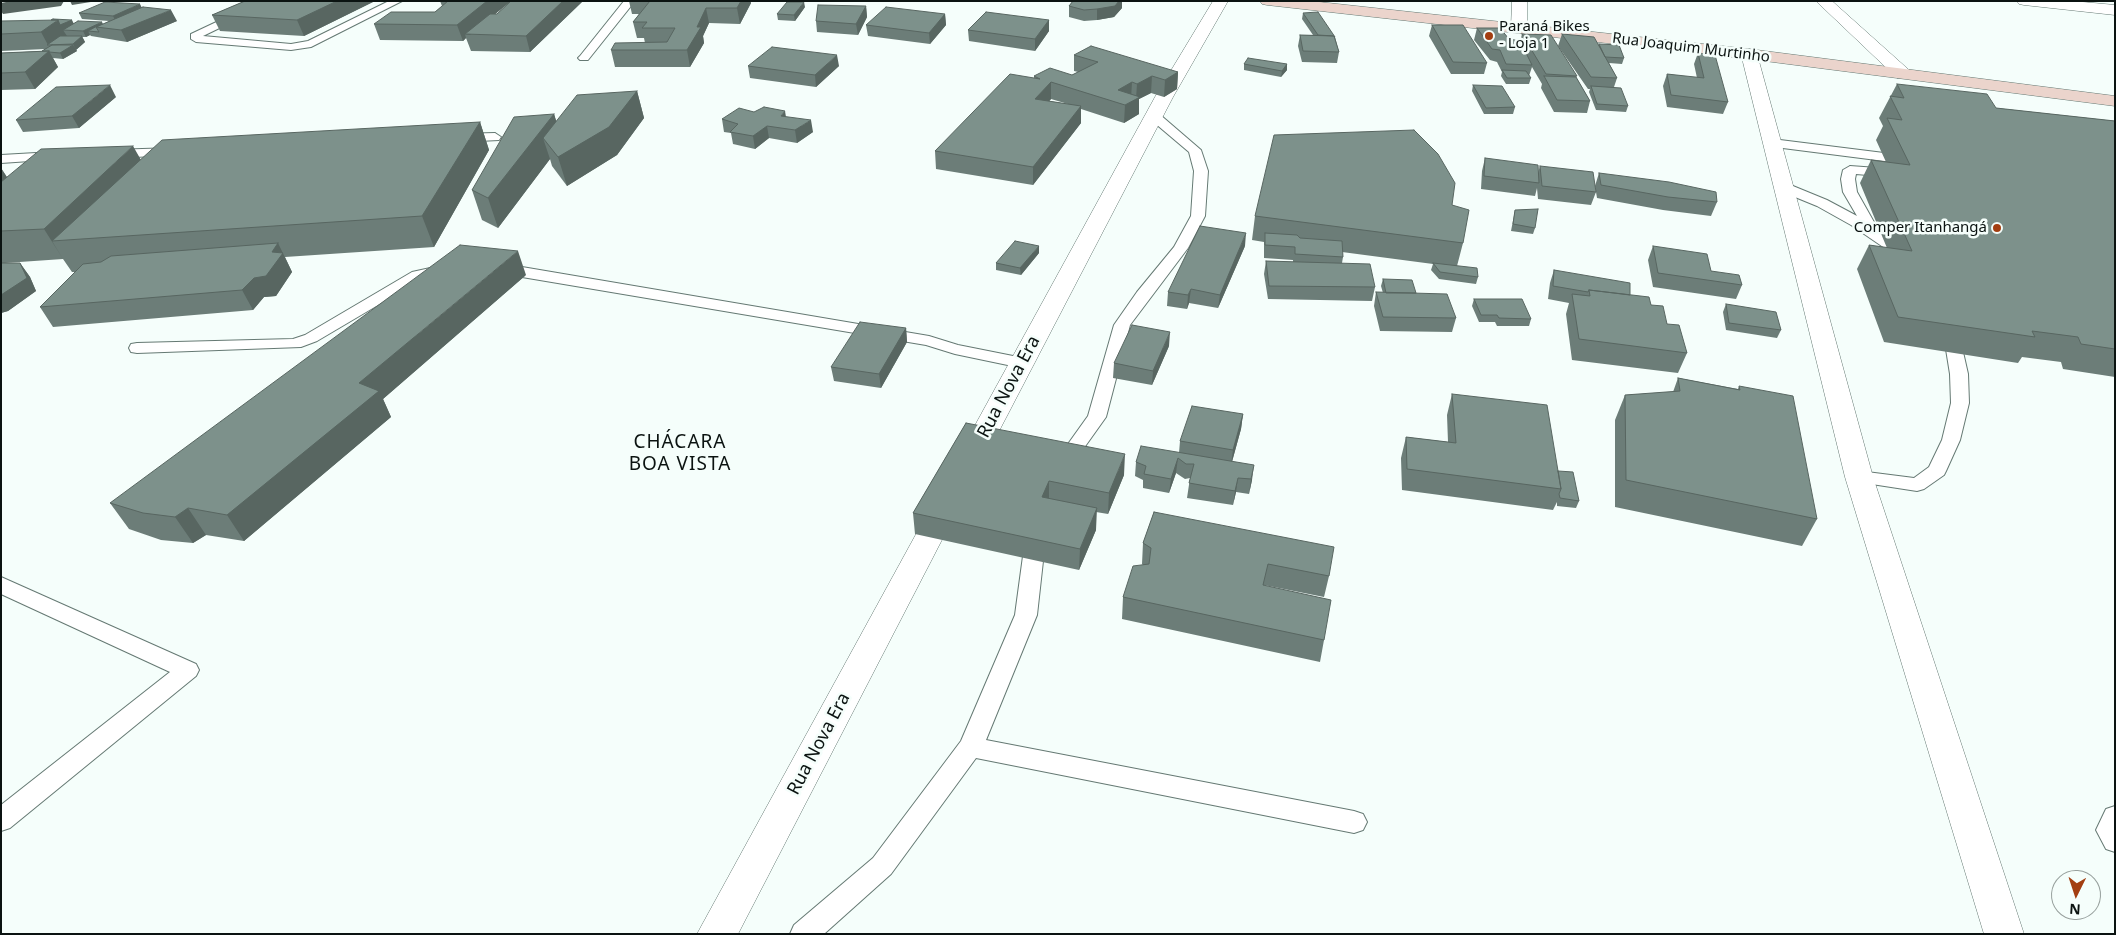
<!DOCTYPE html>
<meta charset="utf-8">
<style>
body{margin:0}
#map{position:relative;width:2116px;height:935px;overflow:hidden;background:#f5fefb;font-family:"Noto Sans",sans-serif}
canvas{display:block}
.frame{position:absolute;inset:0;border:2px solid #0b1311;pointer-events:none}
.north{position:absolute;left:2051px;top:870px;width:50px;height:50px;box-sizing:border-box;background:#f5fefb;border:1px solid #97a09d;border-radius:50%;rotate:184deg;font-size:14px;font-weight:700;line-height:20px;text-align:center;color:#0b1311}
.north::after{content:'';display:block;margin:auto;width:18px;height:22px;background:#a33e11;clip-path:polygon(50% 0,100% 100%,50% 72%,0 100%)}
</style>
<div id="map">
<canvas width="2116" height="935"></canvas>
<div class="frame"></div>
<div class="north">N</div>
</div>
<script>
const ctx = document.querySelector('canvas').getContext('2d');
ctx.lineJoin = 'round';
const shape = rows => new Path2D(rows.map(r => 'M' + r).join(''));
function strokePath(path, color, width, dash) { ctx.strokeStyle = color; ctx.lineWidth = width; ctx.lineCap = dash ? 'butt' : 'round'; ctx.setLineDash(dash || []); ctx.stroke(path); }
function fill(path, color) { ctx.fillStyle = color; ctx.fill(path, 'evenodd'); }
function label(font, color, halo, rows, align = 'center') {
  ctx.font = font + ' "Noto Sans",sans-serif'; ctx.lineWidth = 5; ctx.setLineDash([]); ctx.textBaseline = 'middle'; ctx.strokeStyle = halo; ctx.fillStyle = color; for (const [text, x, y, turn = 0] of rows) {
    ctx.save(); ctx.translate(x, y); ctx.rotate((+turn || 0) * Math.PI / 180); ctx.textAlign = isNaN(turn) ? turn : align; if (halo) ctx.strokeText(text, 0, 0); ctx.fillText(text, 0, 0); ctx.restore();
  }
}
const lane = shape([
 [261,1,275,1,203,36,291,44,308,41,389,1,402,1,311,47,291,50,196,42,191,39,191,34,261,1],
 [624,1,635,1,588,60,580,60,578,58,580,56,624,1],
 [1154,112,1158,113,1201,150,1208,171,1205,216,1188,248,1130,325,1106,417,1069,469,1062,471,1055,469,1053,465,1088,416,1114,325,1137,292,1174,247,1191,216,1194,171,1189,152,1150,119,1148,116,1154,112],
 [495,133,501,137,499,140,458,142,452,138,458,134,495,133],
 [1772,139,1908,156,1915,160,1908,164,1767,146,1766,143,1772,139],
 [174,148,180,152,179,155,111,158,104,154,111,150,174,148],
 [54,152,59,153,61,156,59,159,1,163,1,155,54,152],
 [1850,166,1891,169,1898,173,1891,177,1856,174,1855,179,1857,192,1879,231,1910,255,1912,258,1910,261,1900,261,1889,251,1851,225,1817,206,1778,190,1776,187,1783,183,1788,184,1827,200,1857,216,1843,192,1841,179,1843,170,1850,166],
 [444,265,449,267,452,270,449,273,422,279,317,341,301,347,137,353,131,352,129,348,131,344,137,343,293,339,305,335,412,272,444,265],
 [502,266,522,267,929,336,958,345,1028,359,1030,363,1028,367,1022,368,955,354,926,345,522,277,497,274,494,271,497,268,502,266],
 [1948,325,1954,327,1961,343,1968,374,1969,403,1960,440,1946,471,1944,475,1924,489,1917,491,1852,481,1850,477,1852,473,1859,471,1914,478,1929,467,1942,440,1951,403,1950,374,1945,343,1940,330,1942,327,1948,325],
 [1036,527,1043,529,1046,534,1037,615,986,740,1354,811,1363,814,1367,822,1363,830,1354,833,976,758,891,874,824,934,790,934,794,925,873,858,961,741,1015,615,1026,534,1029,529,1036,527],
 [1,577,196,664,199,670,196,676,10,828,1,831,1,805,170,672,1,594,1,577],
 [2115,806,2115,852,2106,849,2096,830,2106,809,2115,806]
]);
const street = shape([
 [1213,1,1228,1,1173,97,984,460,980,466,970,469,960,466,956,460,1155,97,1213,1],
 [1512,1,1527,1,1527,29,1525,32,1513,32,1511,29,1512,1],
 [1816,1,1832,1,1909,70,1911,74,1909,78,1897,78,1816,1],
 [2017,1,2072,1,2115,5,2115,15,2024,5,2019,4,2017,1],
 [1749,49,1755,51,1757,54,1873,477,2024,934,1984,934,1845,477,1741,54,1743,51,1749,49],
 [946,495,956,498,960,505,738,934,697,934,932,505,936,498,946,495]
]);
const secondary = shape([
 [1260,1,1310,1,1749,49,2115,96,2115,106,1749,59,1267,5,1262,4,1260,1]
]);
strokePath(lane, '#657973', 2);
strokePath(street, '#657973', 1);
strokePath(secondary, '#657973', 1);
fill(lane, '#fff');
fill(street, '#fff');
fill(secondary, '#ebd4cc');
fill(shape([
 [245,1,375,1,304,36,220,31,212,15],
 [440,1,511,1,495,14,497,14,511,1,583,1,530,52,471,51,466,38,463,41,380,40,374,24,435,12,442,6],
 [629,1,750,1,751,3,740,24,709,23,703,36,704,43,690,67,615,67,611,50,645,43,644,38,637,38,633,22,639,14,632,14],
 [1073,1,1122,1,1122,8,1114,17,1097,20,1084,21,1069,17,1069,6],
 [866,6,867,17,858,35,817,32,816,21],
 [142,7,177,21,127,42,91,36,90,35,86,37,82,37,85,42,76,50,77,51,63,59,53,58,58,67,35,89,1,90,1,53,42,51,46,49,1,51,1,21,103,24,109,21,82,19,79,13],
 [805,7,795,21,778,20,777,14],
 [1303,13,1335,37,1339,52,1337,63,1302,62,1298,46,1300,35,1313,35,1302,19],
 [945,14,946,25,930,44,868,36,866,25],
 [1049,20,1049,31,1035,51,969,41,968,30],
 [1432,25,1487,63,1484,74,1451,74,1429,36],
 [1477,28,1509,39,1520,42,1522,34,1577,76,1576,77,1590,101,1587,113,1554,112,1541,88,1542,84,1532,67,1529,76,1531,78,1529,84,1506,84,1501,76,1502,72,1497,62,1490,60,1474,40],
 [1562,34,1599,45,1599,44,1624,58,1622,64,1609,63,1617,78,1614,87,1628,106,1626,112,1596,110,1589,92,1590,89,1588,89,1558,46],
 [1698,53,1728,102,1723,114,1667,107,1663,86,1667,74,1697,78,1694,64],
 [1074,55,1178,72,1177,89,1164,97,1151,93,1139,99,1139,114,1124,123,1081,109,1081,123,1033,185,936,169,935,151,1034,78,1034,76,1072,75,1078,72,1074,71],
 [1051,99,1068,104,1049,101],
 [1244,64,1287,64,1287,70,1281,77,1244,70],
 [748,66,839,66,816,87,750,78],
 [1897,84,1996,108,2115,121,2115,377,2063,369,2061,362,2022,357,2018,363,1884,342,1857,269,1869,245,1887,248,1860,183,1871,160,1886,162,1876,140,1883,126,1879,118],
 [1473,85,1515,107,1513,114,1484,114,1472,91],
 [637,91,644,118,617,155,567,186,552,166,550,159,498,228,482,220,472,190,554,114,556,121],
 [116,97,79,128,23,132,16,120],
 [754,112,786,117,813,132,797,143,769,138,755,149,733,144,731,133,724,132,722,119],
 [480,122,489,150,434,247,285,257,292,272,276,296,264,297,253,310,53,327,40,307,75,272,72,272,63,259,5,263,20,263,30,277,36,291,8,311,1,313,1,168,7,177,141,160],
 [1485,158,1538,173,1540,166,1596,192,1591,205,1538,199,1537,188,1535,196,1481,189,1482,171],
 [1599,173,1717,202,1711,216,1663,210,1597,198,1595,186],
 [1452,205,1463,243,1457,266,1478,277,1476,284,1439,279,1431,270,1433,264,1342,252,1343,257,1342,263,1375,287,1372,301,1268,299,1264,274,1266,261,1293,262,1293,260,1264,258,1264,242,1252,240,1255,216],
 [1515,210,1535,228,1533,234,1511,231],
 [1245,246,1218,308,1189,303,1187,309,1167,306,1168,292],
 [1653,246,1711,271,1742,285,1736,299,1653,287,1648,260],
 [1039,253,1021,275,996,270,996,263],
 [1554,270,1630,295,1651,305,1667,324,1687,353,1678,373,1572,360,1566,314,1569,303,1548,299,1550,283],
 [526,275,383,399,391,417,244,541,206,535,193,543,161,540,129,529,110,503],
 [1383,279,1416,293,1456,318,1452,332,1380,331,1374,306,1376,292,1383,293,1381,286],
 [1474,299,1531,319,1529,326,1497,326,1495,322,1479,322,1472,306],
 [1726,304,1781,330,1777,338,1726,330,1723,312],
 [906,328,907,342,881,388,834,381,831,367],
 [1169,346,1152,385,1113,378,1114,363],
 [1678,378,1738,389,1739,386,1817,519,1802,546,1615,507,1615,420,1625,395,1673,392],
 [1452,394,1558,471,1579,501,1576,508,1557,506,1557,502,1553,510,1402,490,1401,458,1406,437,1448,442,1447,415],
 [1243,414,1241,429,1232,462,1252,480,1249,494,1236,492,1233,505,1187,498,1190,478,1185,479,1176,473,1169,493,1143,488,1143,480,1135,476,1136,462,1179,453,1180,441],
 [966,423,1124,475,1108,514,1096,512,1096,530,1079,570,915,534,913,513],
 [1154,512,1329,576,1324,597,1264,585,1324,640,1320,662,1122,619,1123,597,1143,565,1142,564,1143,543]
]), '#6c7d78');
fill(shape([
 [11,1,64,1,61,6,3,14,1,11,1,3],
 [70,1,97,1,72,5],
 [337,1,375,1,304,36,297,20],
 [487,1,511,1,470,35,465,34,466,38,463,41,457,25],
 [563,1,583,1,530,52,526,36],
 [741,1,750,1,751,3,740,24,737,8],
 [1119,1,1122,1,1122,8,1114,17,1097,20,1097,9],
 [804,2,805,7,795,21,794,15],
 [140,4,143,10,116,22,113,16],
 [866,6,867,17,858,35,856,24],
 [706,8,709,23,703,36,704,43,690,67,687,50,697,27],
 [171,10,177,21,127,42,121,30],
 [945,14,946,25,930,44,929,33],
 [58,20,72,20,75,26,63,30,67,36,48,45,41,32],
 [1049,20,1049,31,1035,51,1035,39],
 [102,22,105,28,96,27,88,31,90,35,86,37,83,31],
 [82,36,85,42,76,50,73,44],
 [73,45,77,51,63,59,60,53],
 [49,51,58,67,35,89,25,72],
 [837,55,839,66,816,87,815,75],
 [1287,64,1287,70,1281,77,1282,71],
 [1178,72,1177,89,1164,97,1165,80],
 [1152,76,1151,93,1139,99,1139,114,1124,123,1125,105,1136,99,1137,84],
 [1051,82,1051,99,1036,117,1035,99],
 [1132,82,1131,99,1118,90],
 [110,85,116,97,79,128,72,116],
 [637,91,644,118,617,155,567,186,558,157],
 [1081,106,1081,123,1033,185,1033,167],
 [785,111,787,123,781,116],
 [554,114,563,142,543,138,550,159,498,228,488,198],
 [811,120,813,132,797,143,795,130],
 [480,122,489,150,434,247,422,216],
 [767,126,769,138,755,149,753,136],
 [133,146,149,174,52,241,63,259,44,229],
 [1,168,8,179,1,184],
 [1246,233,1245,246,1218,308,1220,295],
 [278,243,292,272,276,296,264,297,253,310,242,290,272,252],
 [1039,246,1039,253,1021,275,1020,268],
 [518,251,526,275,383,399,391,417,244,541,227,515,359,383],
 [20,263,30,277,36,291,8,311,1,313,1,295],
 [1191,289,1189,303,1187,309,1188,295],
 [906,328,907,342,881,388,879,374],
 [1170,332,1169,346,1152,385,1153,371],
 [1243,414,1241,429,1231,465,1233,450],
 [1125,454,1124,475,1108,514,1109,493],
 [1178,458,1176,473,1169,493,1171,479],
 [1254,465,1252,480,1249,494,1251,479],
 [1238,478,1236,492,1233,505,1235,491],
 [1049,481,1049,502,1042,497],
 [188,508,206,535,193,543,175,517],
 [1097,508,1096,530,1079,570,1080,549]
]), '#586661');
const building = shape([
 [245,1,337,1,297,20,212,15,245,1],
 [448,1,487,1,457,25,374,24,391,12,435,12,448,1],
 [511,1,563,1,526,36,465,34,490,14,497,14,511,1],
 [650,1,741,1,737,8,706,8,697,27,701,27,687,50,611,50,615,43,667,42,675,28,642,28,647,22,633,22,650,1],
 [1073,1,1119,1,1115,6,1097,9,1084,10,1069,6,1073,1],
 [105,2,140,4,113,16,79,13,105,2],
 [787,2,804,2,794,15,777,14,787,2],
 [818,5,866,6,856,24,816,21,818,5],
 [143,7,171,10,121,30,96,27,143,7],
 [886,7,945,14,929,33,866,25,886,7],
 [986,12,1049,20,1035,39,968,30,986,12],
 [1318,12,1335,37,1334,36,1318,35,1303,13,1318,12],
 [53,19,72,20,60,25,58,20,51,20,53,19],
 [58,20,41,32,1,34,1,21,58,20],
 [78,21,102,22,83,31,63,30,78,21],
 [99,25,100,25,96,27,99,32,88,31,99,25],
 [1432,25,1463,25,1487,63,1453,62,1432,25],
 [1477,28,1500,28,1509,39,1520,41,1532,65,1506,64,1500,50,1492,49,1477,28],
 [1522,34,1551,35,1577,76,1546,74,1522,34],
 [1562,34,1594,37,1617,78,1591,77,1562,34],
 [1300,35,1334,36,1339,52,1303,51,1300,35],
 [60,36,82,36,73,44,47,45,60,36],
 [1599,44,1619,45,1624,58,1605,57,1599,44],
 [52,45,73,45,60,53,49,52,49,51,42,51,52,45],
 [1091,46,1178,72,1165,80,1152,76,1137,84,1132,82,1118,90,1140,97,1125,105,1051,82,1035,99,1081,106,1033,167,935,151,1010,74,1040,79,1034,76,1050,68,1072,75,1098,62,1074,55,1091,46],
 [772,47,837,55,815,75,748,66,772,47],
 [49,51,25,72,1,73,1,53,49,51],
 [1698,53,1715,55,1728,102,1671,95,1667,74,1704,78,1698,53],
 [1248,58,1287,64,1282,71,1244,64,1248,58],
 [1502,70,1526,71,1531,78,1507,78,1502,70],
 [1544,76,1576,77,1590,101,1557,100,1544,76],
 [1897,84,1987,94,1996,108,2115,121,2115,349,2081,344,2078,337,2032,331,2035,337,1898,317,1869,245,1912,251,1871,160,1910,165,1887,118,1902,120,1890,96,1904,98,1897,84],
 [110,85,72,116,16,120,56,87,110,85],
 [1473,85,1502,86,1515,107,1486,108,1473,85],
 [1591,86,1621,88,1628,106,1597,104,1591,86],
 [637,91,609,127,558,157,543,138,577,95,637,91],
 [764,107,785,111,781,116,811,120,795,130,767,126,753,136,730,132,738,124,722,119,739,108,754,112,764,107],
 [554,114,488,198,472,190,514,117,554,114],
 [480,122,422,216,52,241,162,140,480,122],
 [1414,130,1438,154,1455,183,1452,205,1469,210,1463,243,1255,216,1274,135,1414,130],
 [133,146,44,229,1,231,1,182,41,149,133,146],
 [1485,158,1538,165,1539,183,1484,176,1485,158],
 [1540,166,1593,172,1596,192,1542,186,1540,166],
 [1599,173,1669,182,1716,192,1717,202,1668,197,1601,185,1599,173],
 [1538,209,1535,228,1513,224,1515,210,1538,209],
 [1200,226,1246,233,1220,295,1191,289,1188,295,1168,292,1200,226],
 [1265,233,1297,235,1300,238,1342,241,1343,257,1295,254,1295,247,1265,245,1265,233],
 [1015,241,1039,246,1020,268,996,263,1015,241],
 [278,243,272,252,283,253,266,276,254,278,242,290,40,307,83,264,101,262,111,256,278,243],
 [460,245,518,251,359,383,379,391,227,515,188,508,175,517,143,513,110,503,460,245],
 [1653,246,1707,254,1711,271,1739,275,1742,285,1658,273,1653,246],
 [1266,261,1370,264,1375,287,1269,286,1266,261],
 [1,263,20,263,27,278,1,295,1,263],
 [1433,263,1477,268,1478,277,1440,272,1433,263],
 [1554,270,1630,283,1630,295,1589,290,1588,292,1553,286,1554,270],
 [1383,279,1412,280,1416,293,1386,293,1383,279],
 [1589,290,1649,297,1651,305,1663,306,1667,324,1679,325,1687,353,1579,339,1572,294,1590,296,1589,290],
 [1376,292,1447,294,1456,318,1383,317,1376,292],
 [1474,299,1522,299,1531,319,1499,318,1497,315,1481,315,1474,299],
 [1726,304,1776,312,1781,330,1729,323,1726,304],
 [860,322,906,328,879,374,831,367,860,322],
 [1132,325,1170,332,1153,371,1114,363,1132,325],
 [1678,378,1740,390,1739,386,1793,396,1817,519,1626,480,1625,395,1680,391,1678,378],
 [1452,394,1547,405,1561,489,1407,469,1406,437,1456,443,1452,394],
 [1192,406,1243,414,1233,450,1180,441,1192,406],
 [966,423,1125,454,1109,493,1049,481,1042,497,1097,508,1080,549,913,513,966,423],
 [1141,446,1254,465,1251,479,1238,478,1235,491,1189,483,1194,464,1186,464,1178,458,1171,479,1144,474,1146,466,1136,462,1141,446],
 [1558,471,1573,472,1579,501,1560,498,1559,494,1561,489,1558,471],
 [1154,512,1334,547,1329,576,1268,564,1263,585,1331,600,1324,640,1123,597,1133,566,1149,564,1151,548,1143,543,1154,512]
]);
fill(building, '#7d918b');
strokePath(building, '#586661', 1);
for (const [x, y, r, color] of [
 [1489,36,5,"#a33e11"],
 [1997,228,5,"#a33e11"]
]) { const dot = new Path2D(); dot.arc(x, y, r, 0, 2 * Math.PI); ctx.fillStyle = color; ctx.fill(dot); strokePath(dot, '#f5fefb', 2); }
label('15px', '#0b1311', '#f5fefb', [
 ["Paraná Bikes",1499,27],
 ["- Loja 1",1499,44],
 ["Comper Itanhangá",1987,228,"right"]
], 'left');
label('15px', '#0b1311', '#f5fefb', [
 ["Rua Joaquim Murtinho",1691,48,7]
]);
label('18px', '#0b1311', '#f5fefb', [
 ["Rua Nova Era",1009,387,-62],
 ["Rua Nova Era",819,744,-62]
]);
ctx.letterSpacing = '1px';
label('19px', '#0b1311', '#f5fefb', [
 ["CHÁCARA",680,443],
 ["BOA VISTA",680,465]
]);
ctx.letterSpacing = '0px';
</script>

> [PROBLEM DETAILS]
Starting with the first line of the data above and ending with the line containing "const shape = rows", please restate every line exactly, leaving images out.

> [RESPONSE BOX]
<!DOCTYPE html>
<meta charset="utf-8">
<style>
body{margin:0}
#map{position:relative;width:2116px;height:935px;overflow:hidden;background:#f5fefb;font-family:"Noto Sans",sans-serif}
canvas{display:block}
.frame{position:absolute;inset:0;border:2px solid #0b1311;pointer-events:none}
.north{position:absolute;left:2051px;top:870px;width:50px;height:50px;box-sizing:border-box;background:#f5fefb;border:1px solid #97a09d;border-radius:50%;rotate:184deg;font-size:14px;font-weight:700;line-height:20px;text-align:center;color:#0b1311}
.north::after{content:'';display:block;margin:auto;width:18px;height:22px;background:#a33e11;clip-path:polygon(50% 0,100% 100%,50% 72%,0 100%)}
</style>
<div id="map">
<canvas width="2116" height="935"></canvas>
<div class="frame"></div>
<div class="north">N</div>
</div>
<script>
const ctx = document.querySelector('canvas').getContext('2d');
ctx.lineJoin = 'round';
const shape = rows => new Path2D(rows.map(r => 'M' + r).join(''));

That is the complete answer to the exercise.